Two Russians, beaten up by police whilst in custody, have been awarded more than €50,000 by human rights judges.
The case was brought by applicants Dmitriy Golubyatnikov and Sergey Zhuchkov. They alleged that they had been ill-treated in police custody in order to force them into confessing to inflicting serious head injuries on a girl who later died.
Yesterday, in the complaint Golubyatnikov and Zhuchkov v. Russia (nos. 49869/06 and 44822/06), the European Court of Human Rights found:
Violation of Article 5 § 1 - in respect of Zhuchkov
Violation of Article 3 ill-treatment
Violation of Article 3 (investigation)
Violation of Article 6 § 1
Just satisfaction: 25,000 euros (EUR), each, to Golubyatnikov and Zhuchkov for non-pecuniary damage; EUR 142 to Golubyatnikov and EUR 313 to Zhuchkov for costs and expenses.
Both men alleged that they were arrested in January 2005, beaten by the police with rubber truncheons and had gas masks placed over their heads to block their access to air.
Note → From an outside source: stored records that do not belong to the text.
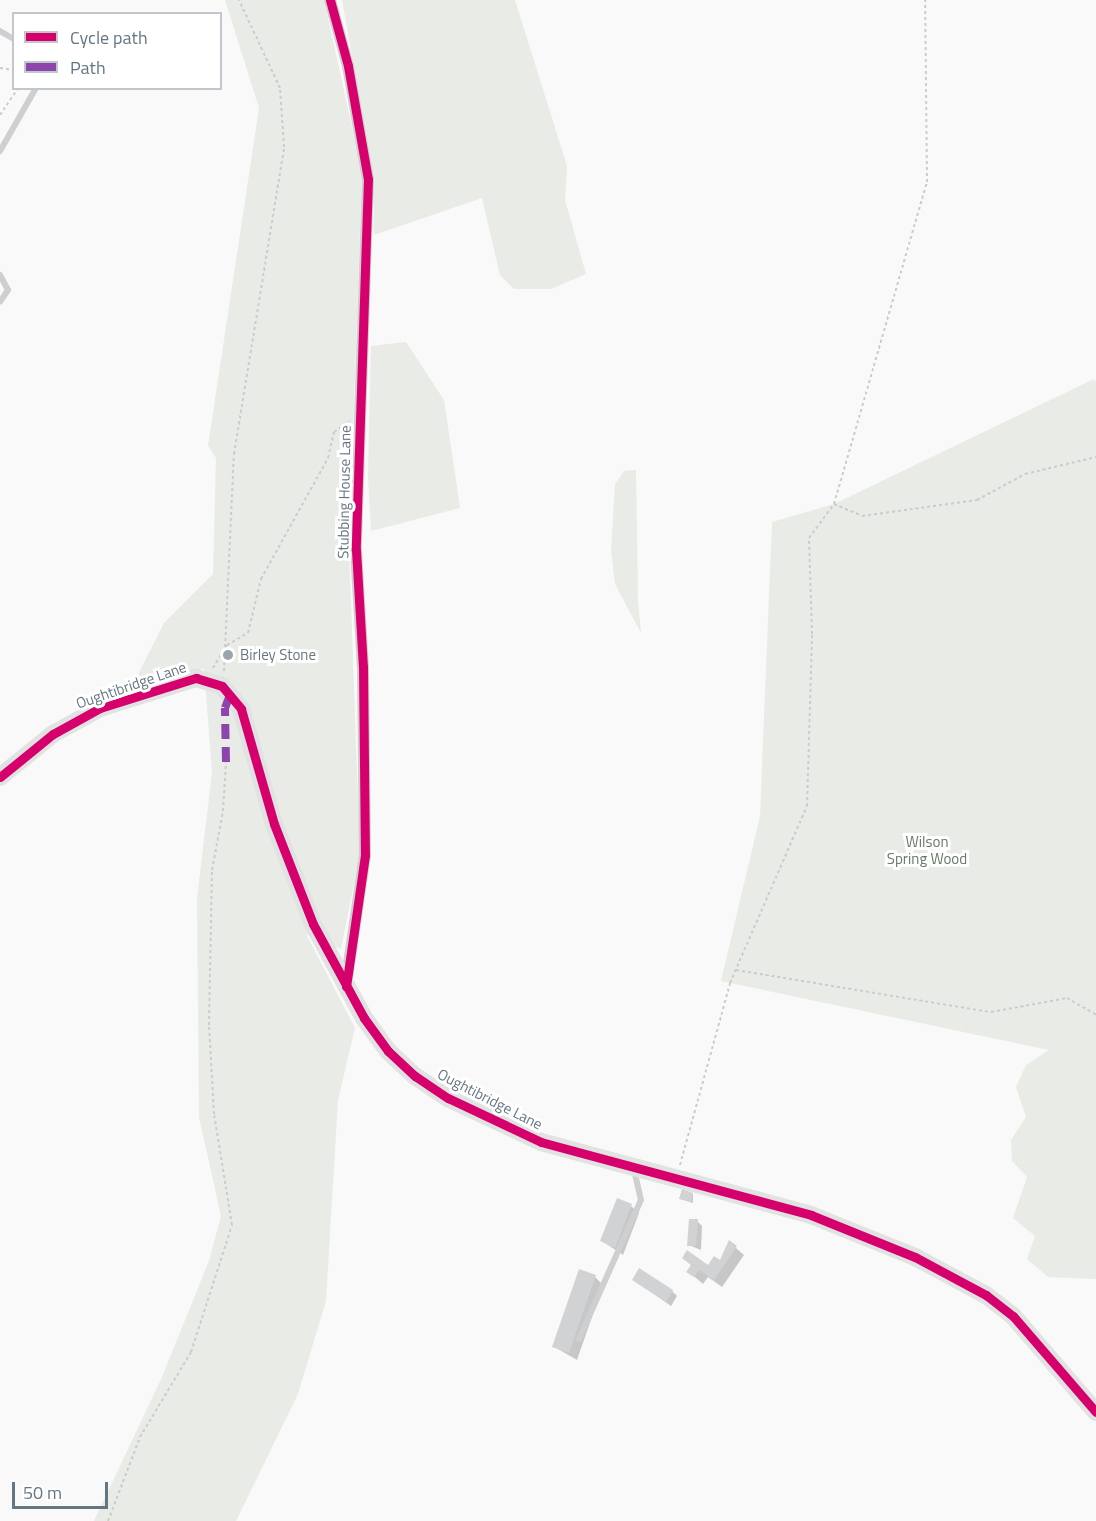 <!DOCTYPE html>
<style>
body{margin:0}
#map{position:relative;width:1096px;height:1521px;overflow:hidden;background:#f9f9f9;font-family:"Titillium Web",sans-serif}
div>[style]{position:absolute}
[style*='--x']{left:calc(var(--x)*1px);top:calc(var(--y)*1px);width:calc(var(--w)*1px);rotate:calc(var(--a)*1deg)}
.green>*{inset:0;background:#e8ebe6}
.shadow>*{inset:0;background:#0003}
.building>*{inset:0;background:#d0d2d3}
.path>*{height:2px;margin-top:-1px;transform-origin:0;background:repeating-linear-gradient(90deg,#cbcccd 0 3px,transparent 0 6px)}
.lane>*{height:6px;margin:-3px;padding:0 3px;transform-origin:3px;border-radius:3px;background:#cecfd0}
.street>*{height:12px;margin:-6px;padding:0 6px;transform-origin:6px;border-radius:6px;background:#cecfd0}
.secondary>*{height:18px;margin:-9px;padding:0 9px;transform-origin:9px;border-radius:9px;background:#e1e2e2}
.quiet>*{height:8px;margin-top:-4px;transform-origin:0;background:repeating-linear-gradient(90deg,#8e44ad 0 15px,transparent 0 23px)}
.cycleway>*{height:9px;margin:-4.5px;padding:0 4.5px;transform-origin:4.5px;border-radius:4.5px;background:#d6006c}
.dots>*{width:16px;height:16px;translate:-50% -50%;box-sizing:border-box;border:3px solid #fff;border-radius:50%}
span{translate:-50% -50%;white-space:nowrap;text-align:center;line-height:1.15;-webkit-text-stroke:6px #fff;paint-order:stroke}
.street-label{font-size:15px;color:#657683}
.poi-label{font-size:15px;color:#657683}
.left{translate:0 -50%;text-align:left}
.park-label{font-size:15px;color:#687a64}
.legend{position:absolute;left:12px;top:12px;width:210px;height:78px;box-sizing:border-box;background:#fff;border:2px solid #c1c8cd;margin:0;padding:8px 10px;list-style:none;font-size:18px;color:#657683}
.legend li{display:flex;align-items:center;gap:12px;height:30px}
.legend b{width:30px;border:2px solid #c1c8cd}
.scale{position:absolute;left:12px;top:1482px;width:96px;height:27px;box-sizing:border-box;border:3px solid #657683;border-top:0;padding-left:8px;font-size:18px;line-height:21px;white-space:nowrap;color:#657683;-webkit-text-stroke:4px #fff;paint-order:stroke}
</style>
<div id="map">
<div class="green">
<div style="clip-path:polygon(225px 0,324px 0,362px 172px,349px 548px,360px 854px,341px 949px,306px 934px,355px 1028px,338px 1100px,326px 1301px,298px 1394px,236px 1521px,94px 1521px,162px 1377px,209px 1261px,221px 1216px,199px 1117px,197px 899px,212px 772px,204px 669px,176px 674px,130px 690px,164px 623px,213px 574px,216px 458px,208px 446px,259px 108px)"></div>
<div style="clip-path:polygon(342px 0,515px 0,567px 166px,565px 200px,586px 274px,551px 289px,514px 289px,500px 275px,482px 198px,374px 235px,373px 175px)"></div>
<div style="clip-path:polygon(406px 342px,444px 400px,460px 508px,371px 531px,368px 476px,371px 346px)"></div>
<div style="clip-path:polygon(1094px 379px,1096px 382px,1096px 1279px,1048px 1277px,1027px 1259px,1035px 1236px,1013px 1218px,1027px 1177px,1012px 1161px,1011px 1140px,1026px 1117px,1016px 1087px,1026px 1065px,1049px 1050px,721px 981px,760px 816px,772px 522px,834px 504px)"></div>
<div style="clip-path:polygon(636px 470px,638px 601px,641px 633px,615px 584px,611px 551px,615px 484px,624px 471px)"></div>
</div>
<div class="shadow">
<div style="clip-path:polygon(693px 1194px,693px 1203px,681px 1199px)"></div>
<div style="clip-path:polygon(631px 1206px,639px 1213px,623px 1255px,602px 1241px)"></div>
<div style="clip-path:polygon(697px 1221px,702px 1226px,701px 1250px,689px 1245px)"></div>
<div style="clip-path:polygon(729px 1242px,744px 1255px,722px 1287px,708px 1277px,703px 1284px,688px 1271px,692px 1266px,684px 1258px,708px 1267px,720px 1262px)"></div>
<div style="clip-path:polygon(595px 1277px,603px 1285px,577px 1360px,553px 1346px)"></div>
<div style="clip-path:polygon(634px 1280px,672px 1291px,677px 1296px,671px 1306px)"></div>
</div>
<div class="building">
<div style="clip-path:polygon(682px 1189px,693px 1193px,691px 1202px,679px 1199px)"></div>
<div style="clip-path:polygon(617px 1198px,632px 1204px,615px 1248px,600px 1241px)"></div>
<div style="clip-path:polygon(689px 1219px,698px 1219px,696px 1246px,687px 1246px)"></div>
<div style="clip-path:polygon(729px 1240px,737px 1246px,714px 1280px,699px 1270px,694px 1277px,686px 1272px,691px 1265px,682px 1258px,687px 1250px,708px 1265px,714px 1256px,720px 1260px)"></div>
<div style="clip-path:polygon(639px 1268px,673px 1290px,666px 1302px,632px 1280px)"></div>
<div style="clip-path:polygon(579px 1269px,596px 1275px,569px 1353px,552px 1347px)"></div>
</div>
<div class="path">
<div style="--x:0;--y:68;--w:14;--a:8"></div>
<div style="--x:0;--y:115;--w:32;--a:-56"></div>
<div style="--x:834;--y:504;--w:30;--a:23"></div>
<div style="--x:862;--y:516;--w:116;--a:-7.9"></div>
<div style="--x:977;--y:500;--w:55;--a:-28.4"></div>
<div style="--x:1025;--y:474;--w:73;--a:-13.5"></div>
<div style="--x:213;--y:668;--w:27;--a:-59"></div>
<div style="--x:227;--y:645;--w:24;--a:-30"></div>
<div style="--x:248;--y:633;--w:56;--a:-76.5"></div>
<div style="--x:261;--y:579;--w:138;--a:-61"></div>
<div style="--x:328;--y:458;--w:27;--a:-77"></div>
<div style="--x:334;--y:432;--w:19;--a:-36"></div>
<div style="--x:224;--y:671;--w:217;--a:-87.4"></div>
<div style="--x:234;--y:454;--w:311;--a:-80.7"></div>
<div style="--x:284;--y:147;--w:59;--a:-93.9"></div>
<div style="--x:280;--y:88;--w:97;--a:-115"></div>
<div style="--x:736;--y:970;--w:258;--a:9.4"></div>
<div style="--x:991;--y:1012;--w:77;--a:-10.4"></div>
<div style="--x:1067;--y:998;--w:34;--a:30"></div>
<div style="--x:680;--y:1165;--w:189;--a:-74.6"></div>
<div style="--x:730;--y:983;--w:193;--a:-66.5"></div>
<div style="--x:807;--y:806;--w:172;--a:-88.3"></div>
<div style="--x:812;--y:634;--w:96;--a:-91.8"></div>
<div style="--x:809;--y:538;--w:42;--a:-53.7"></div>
<div style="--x:834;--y:504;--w:335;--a:-73.9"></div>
<div style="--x:927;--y:182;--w:182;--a:-90.6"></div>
<div style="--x:108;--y:1521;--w:90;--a:-69.1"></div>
<div style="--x:140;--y:1437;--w:99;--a:-59"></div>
<div style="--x:191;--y:1352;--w:133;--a:-72.1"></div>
<div style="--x:232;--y:1225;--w:112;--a:-99.2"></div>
<div style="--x:214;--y:1114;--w:89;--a:-93.2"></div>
<div style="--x:209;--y:1025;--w:155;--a:-88.9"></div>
<div style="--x:212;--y:870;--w:60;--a:-79.4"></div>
<div style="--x:223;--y:811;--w:49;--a:-86.5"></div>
</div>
<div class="lane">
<div style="--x:0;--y:31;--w:16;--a:30"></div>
<div style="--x:0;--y:151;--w:73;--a:-60.3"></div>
<div style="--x:0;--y:275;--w:17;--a:62"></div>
<div style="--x:8;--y:290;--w:14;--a:124"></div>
<div style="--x:579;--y:1339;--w:152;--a:-66"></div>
<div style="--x:641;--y:1200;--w:32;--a:-103"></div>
</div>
<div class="street">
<div style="--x:330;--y:0;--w:68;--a:74.7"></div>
<div style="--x:348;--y:66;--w:115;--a:80"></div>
<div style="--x:368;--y:179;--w:371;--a:91.9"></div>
<div style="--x:356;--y:550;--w:117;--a:86.6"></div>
<div style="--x:363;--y:667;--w:188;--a:89.4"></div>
<div style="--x:365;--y:855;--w:129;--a:98.4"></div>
</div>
<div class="secondary">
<div style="--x:0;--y:777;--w:68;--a:-39.1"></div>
<div style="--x:53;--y:734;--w:54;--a:-29"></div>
<div style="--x:100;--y:708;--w:101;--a:-17.4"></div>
<div style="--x:196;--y:678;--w:27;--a:17"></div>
<div style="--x:222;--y:686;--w:30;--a:50"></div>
<div style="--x:241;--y:709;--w:120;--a:74"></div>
<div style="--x:274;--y:824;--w:107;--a:68.7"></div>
<div style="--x:313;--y:924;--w:107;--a:61.5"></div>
<div style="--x:364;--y:1018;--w:41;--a:54"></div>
<div style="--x:388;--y:1051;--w:37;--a:43"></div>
<div style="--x:415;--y:1076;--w:40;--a:34"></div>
<div style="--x:448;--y:1098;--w:103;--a:25.3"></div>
<div style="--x:541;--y:1142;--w:280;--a:15.1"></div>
<div style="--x:811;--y:1215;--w:112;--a:22"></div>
<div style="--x:915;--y:1257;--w:81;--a:28.2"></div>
<div style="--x:986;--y:1295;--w:34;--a:38"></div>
<div style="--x:1013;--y:1316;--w:127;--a:49.2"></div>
</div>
<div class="quiet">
<div style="--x:226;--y:762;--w:54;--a:-91.1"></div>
<div style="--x:225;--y:708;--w:17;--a:-69"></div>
</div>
<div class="cycleway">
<div style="--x:330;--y:0;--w:68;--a:74.7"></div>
<div style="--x:348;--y:66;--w:115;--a:80"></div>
<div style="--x:368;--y:179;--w:371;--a:91.9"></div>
<div style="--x:356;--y:550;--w:117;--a:86.6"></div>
<div style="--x:363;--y:667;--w:188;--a:89.4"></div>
<div style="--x:365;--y:855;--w:133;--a:98.2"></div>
<div style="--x:0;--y:777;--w:68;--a:-39.1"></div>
<div style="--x:53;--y:734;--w:54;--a:-29"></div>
<div style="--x:100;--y:708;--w:101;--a:-17.4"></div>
<div style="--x:196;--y:678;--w:27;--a:17"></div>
<div style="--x:222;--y:686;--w:30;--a:50"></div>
<div style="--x:241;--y:709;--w:120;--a:74"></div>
<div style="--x:274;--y:824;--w:107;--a:68.7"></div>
<div style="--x:313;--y:924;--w:107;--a:61.5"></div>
<div style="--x:364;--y:1018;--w:41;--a:54"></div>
<div style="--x:388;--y:1051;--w:37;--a:43"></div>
<div style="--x:415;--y:1076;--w:40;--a:34"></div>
<div style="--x:448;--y:1098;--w:103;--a:25.3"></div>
<div style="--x:541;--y:1142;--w:280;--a:15.1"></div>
<div style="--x:811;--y:1215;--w:112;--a:22"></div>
<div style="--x:915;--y:1257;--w:81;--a:28.2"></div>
<div style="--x:986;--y:1295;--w:34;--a:38"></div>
<div style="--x:1013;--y:1316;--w:127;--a:49.2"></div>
</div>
<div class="dots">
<div style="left:228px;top:655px;background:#99a4ac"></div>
</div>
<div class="street-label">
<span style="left:344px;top:492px;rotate:-89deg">Stubbing House Lane</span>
<span style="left:131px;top:685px;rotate:-19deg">Oughtibridge Lane</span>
<span style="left:490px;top:1099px;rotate:27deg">Oughtibridge Lane</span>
</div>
<div class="poi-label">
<span class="left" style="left:240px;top:655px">Birley Stone</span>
</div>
<div class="park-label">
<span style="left:927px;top:850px">Wilson<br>Spring Wood</span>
</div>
<ul class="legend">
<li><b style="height:8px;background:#d6006c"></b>Cycle path</li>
<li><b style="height:8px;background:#8e44ad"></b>Path</li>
</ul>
<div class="scale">50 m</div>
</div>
Golubyatnikov says that he refused to confess and on the same day as his arrest was taken to hospital where he was diagnosed with multiple injuries, including fractured ribs. Mr Zhuchkov says that he ended up confessing and incriminating himself and the first applicant after two days of ill-treatment and out of fear for his life.
He subsequently retracted his confession, and maintained that position at trial, pleading not guilty, as did the first applicant.
Pre-investigation inquiries have repeatedly been carried out into the applicants’ complaints of police brutality.
However, the prosecuting authorities have refused to institute criminal proceedings, most recently in 2016, in respect of both applicants.
The courts relied, among other evidence, on Zhuchkov’s confession to convict the applicants in August 2005 of causing grievous bodily harm leading to death.
Golubyatnikov was sentenced to 12 years’ imprisonment and Zhuchkov to nine years’ imprisonment. In those proceedings, the courts dismissed the applicants’ allegations of ill-treatment as unfounded, relying on the refusals to institute criminal proceedings against the police officers.
Zhuchkov’s allegation of unlawful detention was dismissed for the same reason.
Relying on Article 3 (prohibition of inhuman or degrading treatment), both applicants complained that they had been subjected to police ill-treatment and that the authorities had failed to carry out an effective investigation into their allegations.
They both further complained under Article 6 § 1 (right to a fair trial) that their convictions had been unfair because they had been based on evidence which Zhuchkov had been coerced into giving. Zhuchkov made another complaint, alleging under Article 5 § 1 (c) (right to liberty and security) that he had been detained for over a day before his arrest had been officially recorded.